Any company that competes on the global stage must, in light of today’s changing workforce, rethink the way it manages people.

Too many companies are wasting their resources — their people and their financial leverage — by perpetuating outdated approaches to talent management. They structure jobs rigidly, forcing many people to work a 9 a.m. to 5 p.m., Monday through Friday, workweek. They focus their training on functional skills, not on aligning employees’ capabilities with the strategic objectives of the business. For leadership development and career advancement, they rely on long-standing training courses that don’t reflect the contributions that people can make in today’s flat, flexible, and entrepreneurial organizations. And their compensation systems do not adequately link to performance or hold managers accountable for developing the talent of their staff and their direct reports. In short, the talent management in these companies is not arming them with the decisive, experienced, globally minded visionaries that they need at every level.
  DeAnne Aguirre, Laird Post, and Sylvia Ann Hewlett in The Talent Innovation Imperative

This opening paragraph from the Autumn issue of Strategy + Business is, in a word, AWESOME! Creativity and Innovation doesn’t work on a 9 to 5 schedule, there are millions of people in India and China with the functional skills in demand in today’s knowledge economy, and you never get anywhere if all you do is stand in line. So why are you queueing your employees instead of helping them reach their full potential? And more importantly, why are you putting talent management innovation off? The midst of a global economic crisis only heightens the need for talent at the top of their game. Furthermore, the commitment of employees is most needed in a crunch, and it’s not likely to be there if they feel you don’t respect them (and think they’re lucky to have a job). And if you think you’re not losing their loyalty, think again. As quoted in the article, as per surveys conducted by the Center for Work-Life Policy, between June 2007 and December 2008, the number of employees expressing loyalty to employers plunged from 95% to 39% while the number trusting their employees fell from 79% to 22%. Surveys in 2009 were even more dismal. Voluntary attrition has spiked by as much as 31% — among the people you need most to get you through these troubled times.

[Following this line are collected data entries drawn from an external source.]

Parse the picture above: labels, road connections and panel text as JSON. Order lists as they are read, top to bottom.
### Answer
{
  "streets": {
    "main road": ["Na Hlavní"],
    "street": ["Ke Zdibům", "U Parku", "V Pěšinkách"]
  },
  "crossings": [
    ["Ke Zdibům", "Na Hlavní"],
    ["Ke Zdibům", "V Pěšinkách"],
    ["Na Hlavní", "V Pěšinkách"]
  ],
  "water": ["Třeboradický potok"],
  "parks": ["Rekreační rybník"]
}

So what can you do? Embrace new employment structures, differentiate capabilities, accelerate performance, develop leadership, and foster a talent culture.

Embrace New Employment Structures

Allow for highly responsible part time work, telecommuting, contracting, and lots of flex time. Retain your aging workforce with their experience — who don’t want to work full time any more but don’t want to completely retire either, and use them to mentor your junior hires. Let people work from remote areas and maintain their community links. Let people work contract until both parties are comfortable and ready for a direct relationship. And let them work on their schedules as well as yours.

Differentiate Capabilities

Understand the key capabilities, not functional skills, required for competitive advantage, determine the skill gaps in your current workforce, and develop talent strategies to close them. Then develop new and diverse attraction and retention values that include competitive compensation and benefits packages, innovative job designs, flexible schedules, career development opportunities, strong leadership, a distinctive culture, and a welcoming work environment. Furthermore, you should pursue a workforce that is global, diverse, and gender balanced, with discontinuous career progressions, in which high-potential employees may take time off or work for different types of organizations along the way.

Performance Acceleration

Organizational success hinges on the collective daily decisions and actions of hundreds, perhaps thousands, of individual employees. To ensure that the decisions are in tune with success, reinforce meritocratic pay and promotion decisions, follow through, and measure outcomes.

Leadership Development

Leaders today must be able to master enormous complexity, but too few leaders have the right combination of skils and experience. Companies that want to improve their leadership development must evolve the leadership competencies model, promote and develop people who match the competencies (and who cultivate a team that performs well), and build the leadership bench, because one leader is no longer enough (and a bench will be needed to seat them all).

Talent Culture

A talent culture is made up of the value, beliefs, behaviours, and environment required to attract, engage, and retain committed and competent employees. A great culture is not accidental, it is the result of engagement, proper organization, and a commitment to the “talent brand” and a visible “talent culture”. Engagement is key, as more than 100 studies have demonstrated the correlation between employee engagement and business performance. Right now, at most 1 in 4 employees is “engaged”. If you want to lead the pack in today’s economy, getting employees engaged is the surest way to do so.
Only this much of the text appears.